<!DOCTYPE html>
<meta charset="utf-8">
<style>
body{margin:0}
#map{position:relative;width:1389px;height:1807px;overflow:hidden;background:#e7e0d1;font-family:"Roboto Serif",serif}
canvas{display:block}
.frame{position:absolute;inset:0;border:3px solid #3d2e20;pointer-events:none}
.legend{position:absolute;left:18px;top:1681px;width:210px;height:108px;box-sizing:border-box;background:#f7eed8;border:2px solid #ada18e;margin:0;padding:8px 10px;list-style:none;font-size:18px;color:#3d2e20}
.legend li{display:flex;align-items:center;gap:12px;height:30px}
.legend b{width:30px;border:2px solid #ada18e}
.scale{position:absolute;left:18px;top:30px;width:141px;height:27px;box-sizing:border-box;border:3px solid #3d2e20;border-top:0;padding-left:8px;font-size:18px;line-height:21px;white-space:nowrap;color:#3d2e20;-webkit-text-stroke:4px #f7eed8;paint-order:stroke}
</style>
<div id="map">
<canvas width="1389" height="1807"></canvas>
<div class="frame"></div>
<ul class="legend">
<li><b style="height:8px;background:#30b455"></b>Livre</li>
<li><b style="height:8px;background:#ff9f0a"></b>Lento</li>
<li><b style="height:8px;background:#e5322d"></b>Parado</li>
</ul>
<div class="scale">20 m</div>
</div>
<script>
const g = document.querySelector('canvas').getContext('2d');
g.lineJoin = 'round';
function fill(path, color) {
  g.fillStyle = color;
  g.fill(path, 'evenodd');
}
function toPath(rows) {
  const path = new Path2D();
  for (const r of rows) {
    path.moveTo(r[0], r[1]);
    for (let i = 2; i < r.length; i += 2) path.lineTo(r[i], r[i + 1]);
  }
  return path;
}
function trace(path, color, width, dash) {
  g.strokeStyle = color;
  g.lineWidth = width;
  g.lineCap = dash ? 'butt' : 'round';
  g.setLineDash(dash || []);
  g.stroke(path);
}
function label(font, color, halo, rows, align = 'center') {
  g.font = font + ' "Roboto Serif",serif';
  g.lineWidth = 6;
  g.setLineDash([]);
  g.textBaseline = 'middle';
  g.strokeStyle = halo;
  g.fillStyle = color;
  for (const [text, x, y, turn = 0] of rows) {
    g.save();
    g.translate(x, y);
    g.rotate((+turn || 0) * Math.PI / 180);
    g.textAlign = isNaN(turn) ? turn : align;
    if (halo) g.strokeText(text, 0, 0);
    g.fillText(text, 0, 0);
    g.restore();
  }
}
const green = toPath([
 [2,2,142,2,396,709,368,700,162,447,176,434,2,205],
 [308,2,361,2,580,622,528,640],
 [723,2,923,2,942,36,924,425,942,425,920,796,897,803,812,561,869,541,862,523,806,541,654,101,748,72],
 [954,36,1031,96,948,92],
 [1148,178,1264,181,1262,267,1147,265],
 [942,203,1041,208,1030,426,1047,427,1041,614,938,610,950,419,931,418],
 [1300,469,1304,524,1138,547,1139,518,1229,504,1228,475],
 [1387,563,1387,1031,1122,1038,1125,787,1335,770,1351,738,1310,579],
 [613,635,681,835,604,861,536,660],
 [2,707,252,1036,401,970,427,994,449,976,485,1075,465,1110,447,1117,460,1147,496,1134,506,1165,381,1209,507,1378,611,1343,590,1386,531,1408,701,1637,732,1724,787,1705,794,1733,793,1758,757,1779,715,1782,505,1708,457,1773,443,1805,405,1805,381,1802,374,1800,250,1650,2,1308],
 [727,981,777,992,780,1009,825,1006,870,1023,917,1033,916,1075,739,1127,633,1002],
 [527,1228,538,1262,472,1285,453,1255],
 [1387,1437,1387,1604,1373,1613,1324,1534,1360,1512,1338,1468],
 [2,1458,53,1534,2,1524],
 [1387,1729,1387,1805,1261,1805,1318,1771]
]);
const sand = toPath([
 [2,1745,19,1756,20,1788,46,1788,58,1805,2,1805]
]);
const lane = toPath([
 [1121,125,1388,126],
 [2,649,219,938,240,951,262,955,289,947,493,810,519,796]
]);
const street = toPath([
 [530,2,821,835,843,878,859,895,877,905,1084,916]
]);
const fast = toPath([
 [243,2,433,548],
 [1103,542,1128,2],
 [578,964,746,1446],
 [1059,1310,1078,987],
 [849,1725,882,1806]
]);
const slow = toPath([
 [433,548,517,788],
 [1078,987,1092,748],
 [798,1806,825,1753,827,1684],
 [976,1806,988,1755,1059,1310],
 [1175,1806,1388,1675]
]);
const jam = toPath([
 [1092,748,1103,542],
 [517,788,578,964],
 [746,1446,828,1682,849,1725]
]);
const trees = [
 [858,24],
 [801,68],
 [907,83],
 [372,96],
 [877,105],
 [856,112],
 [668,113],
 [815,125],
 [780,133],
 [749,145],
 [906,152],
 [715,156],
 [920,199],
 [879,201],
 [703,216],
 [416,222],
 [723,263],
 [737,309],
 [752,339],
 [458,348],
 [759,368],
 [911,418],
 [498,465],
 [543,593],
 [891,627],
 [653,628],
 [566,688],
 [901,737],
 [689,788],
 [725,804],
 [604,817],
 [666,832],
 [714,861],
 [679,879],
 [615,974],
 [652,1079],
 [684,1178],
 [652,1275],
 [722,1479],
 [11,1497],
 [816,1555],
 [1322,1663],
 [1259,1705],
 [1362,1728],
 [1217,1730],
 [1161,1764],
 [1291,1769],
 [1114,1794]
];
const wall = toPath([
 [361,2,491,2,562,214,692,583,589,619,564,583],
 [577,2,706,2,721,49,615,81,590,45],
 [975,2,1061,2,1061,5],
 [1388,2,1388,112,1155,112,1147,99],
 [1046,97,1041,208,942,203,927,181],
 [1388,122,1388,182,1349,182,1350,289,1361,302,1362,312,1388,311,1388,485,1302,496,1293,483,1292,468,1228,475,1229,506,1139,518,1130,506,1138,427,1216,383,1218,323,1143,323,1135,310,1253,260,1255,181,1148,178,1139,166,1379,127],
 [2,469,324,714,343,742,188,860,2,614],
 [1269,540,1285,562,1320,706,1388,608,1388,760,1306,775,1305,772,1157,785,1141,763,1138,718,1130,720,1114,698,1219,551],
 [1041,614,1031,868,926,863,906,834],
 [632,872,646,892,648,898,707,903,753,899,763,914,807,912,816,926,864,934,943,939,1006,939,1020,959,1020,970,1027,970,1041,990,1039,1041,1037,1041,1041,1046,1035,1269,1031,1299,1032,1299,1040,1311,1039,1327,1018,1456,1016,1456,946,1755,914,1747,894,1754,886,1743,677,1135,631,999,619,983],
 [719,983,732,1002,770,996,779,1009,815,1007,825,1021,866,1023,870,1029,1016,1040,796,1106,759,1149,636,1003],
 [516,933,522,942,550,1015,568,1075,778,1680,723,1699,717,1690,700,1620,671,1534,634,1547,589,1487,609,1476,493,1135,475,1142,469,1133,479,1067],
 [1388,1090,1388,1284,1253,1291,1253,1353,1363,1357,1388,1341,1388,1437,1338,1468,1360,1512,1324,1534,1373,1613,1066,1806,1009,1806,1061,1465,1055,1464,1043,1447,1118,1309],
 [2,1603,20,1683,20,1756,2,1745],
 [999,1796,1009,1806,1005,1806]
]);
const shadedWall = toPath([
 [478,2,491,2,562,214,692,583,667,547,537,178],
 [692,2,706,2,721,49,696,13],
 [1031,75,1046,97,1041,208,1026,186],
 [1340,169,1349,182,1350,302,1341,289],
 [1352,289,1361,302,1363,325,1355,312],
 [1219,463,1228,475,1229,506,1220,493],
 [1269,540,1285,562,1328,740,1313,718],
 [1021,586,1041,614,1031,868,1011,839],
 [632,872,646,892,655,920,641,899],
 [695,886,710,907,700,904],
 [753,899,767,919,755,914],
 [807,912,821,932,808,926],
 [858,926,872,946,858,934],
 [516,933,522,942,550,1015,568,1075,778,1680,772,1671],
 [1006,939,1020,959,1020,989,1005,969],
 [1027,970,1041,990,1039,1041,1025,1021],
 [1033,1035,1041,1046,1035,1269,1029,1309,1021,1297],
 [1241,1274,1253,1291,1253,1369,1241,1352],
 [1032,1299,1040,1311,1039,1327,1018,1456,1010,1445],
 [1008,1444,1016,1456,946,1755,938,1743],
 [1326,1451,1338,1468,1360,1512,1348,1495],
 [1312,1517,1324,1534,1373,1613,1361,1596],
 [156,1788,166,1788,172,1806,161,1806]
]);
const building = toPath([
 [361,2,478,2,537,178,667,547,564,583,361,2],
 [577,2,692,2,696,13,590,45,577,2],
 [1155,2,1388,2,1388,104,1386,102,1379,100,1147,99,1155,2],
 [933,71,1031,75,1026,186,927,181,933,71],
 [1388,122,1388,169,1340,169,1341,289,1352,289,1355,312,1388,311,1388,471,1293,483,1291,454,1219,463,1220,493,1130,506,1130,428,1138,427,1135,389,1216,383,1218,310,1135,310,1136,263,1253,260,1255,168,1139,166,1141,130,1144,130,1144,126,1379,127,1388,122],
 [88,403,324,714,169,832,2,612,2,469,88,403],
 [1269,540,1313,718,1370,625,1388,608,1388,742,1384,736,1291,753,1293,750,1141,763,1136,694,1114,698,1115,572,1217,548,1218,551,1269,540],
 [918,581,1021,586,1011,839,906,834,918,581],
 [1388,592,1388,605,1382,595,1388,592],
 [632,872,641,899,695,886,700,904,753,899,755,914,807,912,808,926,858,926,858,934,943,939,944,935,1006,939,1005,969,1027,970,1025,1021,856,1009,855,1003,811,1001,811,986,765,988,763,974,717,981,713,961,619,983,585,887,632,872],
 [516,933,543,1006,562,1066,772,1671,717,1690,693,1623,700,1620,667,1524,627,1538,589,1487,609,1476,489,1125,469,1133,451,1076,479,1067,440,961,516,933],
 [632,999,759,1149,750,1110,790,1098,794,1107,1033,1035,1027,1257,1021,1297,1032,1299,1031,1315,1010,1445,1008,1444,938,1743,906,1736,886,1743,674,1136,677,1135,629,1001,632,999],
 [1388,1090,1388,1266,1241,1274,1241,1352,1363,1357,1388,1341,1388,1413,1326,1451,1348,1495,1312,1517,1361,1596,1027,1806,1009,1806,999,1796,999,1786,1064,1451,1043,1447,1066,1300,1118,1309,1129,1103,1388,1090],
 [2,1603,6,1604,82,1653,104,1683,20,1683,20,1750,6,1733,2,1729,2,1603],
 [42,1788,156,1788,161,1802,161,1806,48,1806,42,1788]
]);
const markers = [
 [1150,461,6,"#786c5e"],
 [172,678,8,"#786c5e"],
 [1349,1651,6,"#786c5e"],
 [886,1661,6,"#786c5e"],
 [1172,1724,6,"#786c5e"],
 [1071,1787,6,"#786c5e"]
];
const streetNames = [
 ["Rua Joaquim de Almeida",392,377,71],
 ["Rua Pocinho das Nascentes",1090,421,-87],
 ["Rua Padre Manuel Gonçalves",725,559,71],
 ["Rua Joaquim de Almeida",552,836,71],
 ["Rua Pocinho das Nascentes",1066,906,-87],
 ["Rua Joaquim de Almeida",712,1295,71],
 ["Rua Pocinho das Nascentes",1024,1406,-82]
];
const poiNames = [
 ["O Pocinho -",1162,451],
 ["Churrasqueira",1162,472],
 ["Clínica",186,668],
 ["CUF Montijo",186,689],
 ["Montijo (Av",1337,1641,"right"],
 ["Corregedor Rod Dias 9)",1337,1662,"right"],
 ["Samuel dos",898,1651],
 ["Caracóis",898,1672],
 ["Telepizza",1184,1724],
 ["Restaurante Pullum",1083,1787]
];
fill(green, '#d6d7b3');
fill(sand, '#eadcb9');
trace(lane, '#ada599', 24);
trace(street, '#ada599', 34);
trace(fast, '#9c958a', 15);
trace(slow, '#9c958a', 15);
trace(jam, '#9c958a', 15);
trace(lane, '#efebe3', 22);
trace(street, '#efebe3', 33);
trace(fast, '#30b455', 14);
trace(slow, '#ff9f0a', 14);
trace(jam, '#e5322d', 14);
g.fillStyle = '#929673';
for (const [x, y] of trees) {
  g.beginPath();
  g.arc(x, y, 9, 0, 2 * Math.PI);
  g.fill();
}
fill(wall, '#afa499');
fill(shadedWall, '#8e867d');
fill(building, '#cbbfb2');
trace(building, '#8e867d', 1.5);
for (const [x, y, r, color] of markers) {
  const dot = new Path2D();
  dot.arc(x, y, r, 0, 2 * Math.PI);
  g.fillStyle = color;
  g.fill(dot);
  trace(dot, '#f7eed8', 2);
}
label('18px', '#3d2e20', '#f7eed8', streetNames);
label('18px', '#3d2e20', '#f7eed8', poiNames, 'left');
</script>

What you need to do:
Tally the lines of the listing in which the word "left" occurs, and state the total alone.

Answer for the task:
3